Stored items
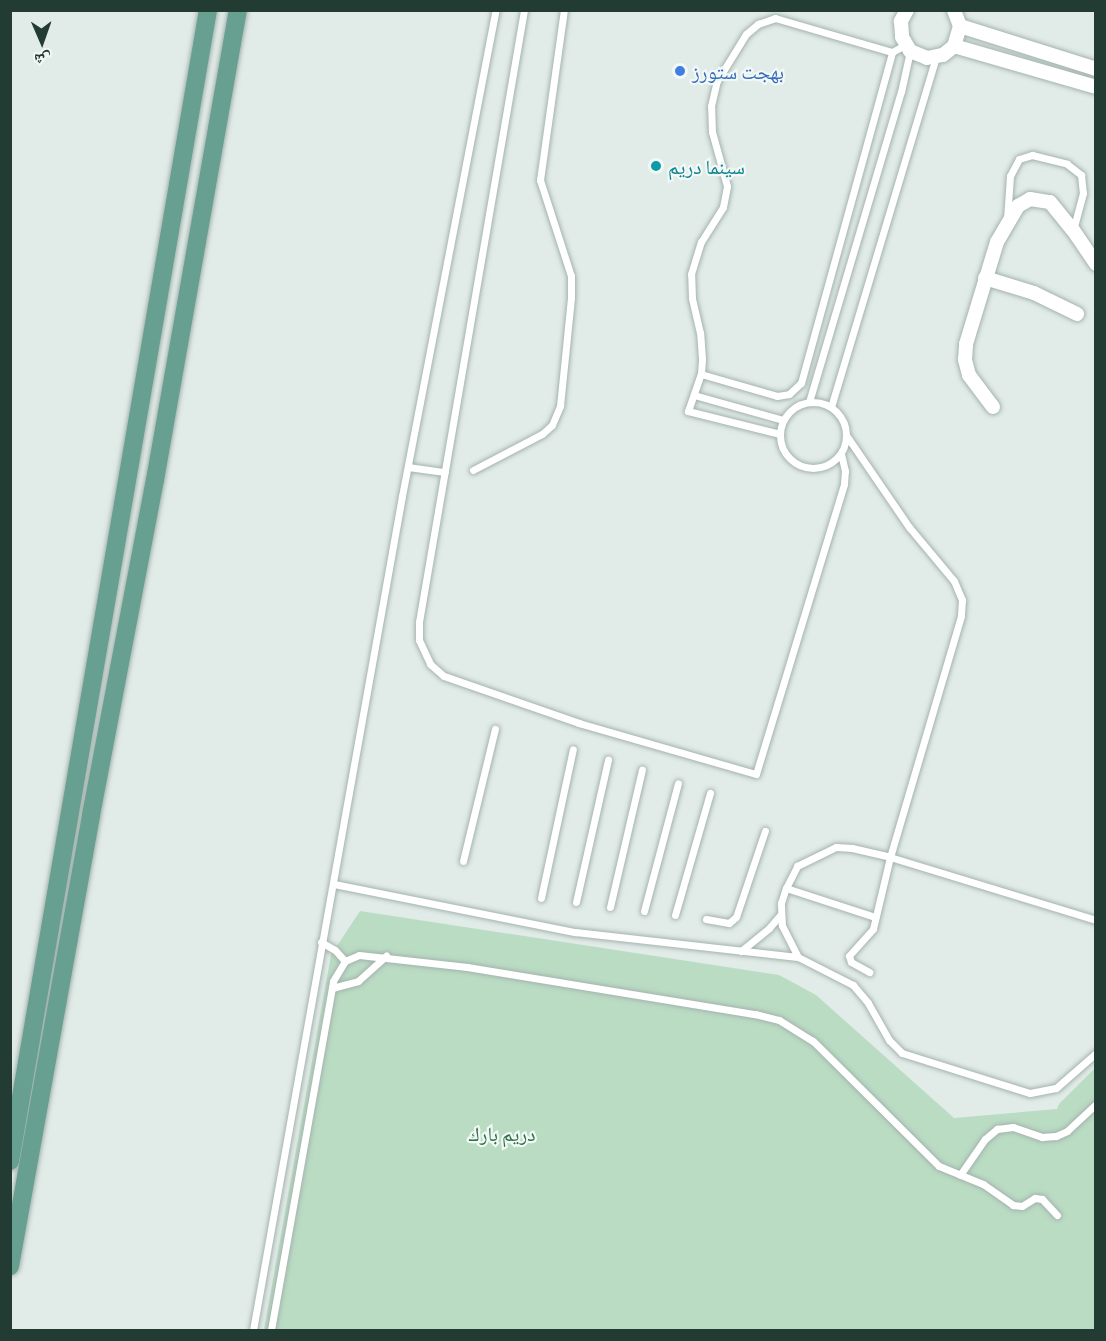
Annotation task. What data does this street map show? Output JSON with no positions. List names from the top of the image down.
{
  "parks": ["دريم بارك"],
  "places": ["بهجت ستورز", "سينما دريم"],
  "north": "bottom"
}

__WORK ORDER__: The entries above, without their pictures, should be written out exactly.

__SOLUTION__:
Annotation task. What data does this street map show? Output JSON with no positions. List names from the top of the image down.
{
  "parks": ["دريم بارك"],
  "places": ["بهجت ستورز", "سينما دريم"],
  "north": "bottom"
}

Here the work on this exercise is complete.